The noble Baroness asked why the Explanatory Memorandum contained one set of figures and the impact assessment a different set. The Explanatory Memorandum identifies the health benefits for the public sector, as is the practice. The impact assessment presents a wider picture and includes the gains in quality-adjusted life years, which also benefits patients. The costs in the impact assessment outlined in the table on page 2 relate only to the costs in the public sector, because that is normal practice for impact assessments.
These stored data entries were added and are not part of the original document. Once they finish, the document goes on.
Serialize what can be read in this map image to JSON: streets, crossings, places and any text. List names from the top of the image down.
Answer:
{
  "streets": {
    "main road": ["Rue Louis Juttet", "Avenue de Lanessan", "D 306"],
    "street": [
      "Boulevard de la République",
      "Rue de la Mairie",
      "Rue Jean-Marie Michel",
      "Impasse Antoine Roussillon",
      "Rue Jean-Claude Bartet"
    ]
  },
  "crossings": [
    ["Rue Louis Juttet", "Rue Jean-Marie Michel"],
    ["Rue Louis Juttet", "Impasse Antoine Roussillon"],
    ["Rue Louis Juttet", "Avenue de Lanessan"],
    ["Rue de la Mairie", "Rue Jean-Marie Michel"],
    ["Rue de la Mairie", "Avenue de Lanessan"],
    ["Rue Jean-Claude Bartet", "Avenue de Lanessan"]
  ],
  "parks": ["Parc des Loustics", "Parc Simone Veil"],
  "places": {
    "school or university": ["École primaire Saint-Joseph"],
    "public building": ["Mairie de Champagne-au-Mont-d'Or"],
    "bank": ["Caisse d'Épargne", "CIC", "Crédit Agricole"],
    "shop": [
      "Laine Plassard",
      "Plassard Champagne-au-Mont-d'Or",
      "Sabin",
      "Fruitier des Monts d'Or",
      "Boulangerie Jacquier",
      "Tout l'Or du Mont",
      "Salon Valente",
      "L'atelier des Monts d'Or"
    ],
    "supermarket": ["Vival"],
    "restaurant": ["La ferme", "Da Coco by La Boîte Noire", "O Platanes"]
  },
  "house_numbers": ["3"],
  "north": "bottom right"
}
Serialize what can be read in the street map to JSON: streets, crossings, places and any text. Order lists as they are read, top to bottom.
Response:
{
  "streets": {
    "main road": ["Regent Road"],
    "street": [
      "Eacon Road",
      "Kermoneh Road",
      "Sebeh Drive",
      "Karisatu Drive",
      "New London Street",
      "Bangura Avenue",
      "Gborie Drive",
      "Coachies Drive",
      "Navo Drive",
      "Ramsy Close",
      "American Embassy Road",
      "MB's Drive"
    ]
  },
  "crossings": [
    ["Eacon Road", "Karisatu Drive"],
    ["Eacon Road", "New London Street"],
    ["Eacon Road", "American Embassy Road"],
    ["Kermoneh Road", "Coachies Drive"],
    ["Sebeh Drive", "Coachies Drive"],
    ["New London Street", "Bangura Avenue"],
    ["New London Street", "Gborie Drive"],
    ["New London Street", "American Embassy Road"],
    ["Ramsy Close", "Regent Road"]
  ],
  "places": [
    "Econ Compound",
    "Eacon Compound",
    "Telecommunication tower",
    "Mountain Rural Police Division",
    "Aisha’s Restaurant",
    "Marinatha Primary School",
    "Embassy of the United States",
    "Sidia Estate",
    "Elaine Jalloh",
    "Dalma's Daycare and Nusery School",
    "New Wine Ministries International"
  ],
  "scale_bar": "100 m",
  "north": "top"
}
In response to the question on multi-buys, full details on how this policy will work with regard to the type of offers that have been mentioned can be found in the guidance that has been published by the Home Office. In effect, it means that, aggregated together, the multi-buy still has to meet the requirements of this policy so that there is no suggestion that the multi-buy can break through the price that this measure implements. Businesses can continue to promote multi-buys if the total price is not beneath the permitted price.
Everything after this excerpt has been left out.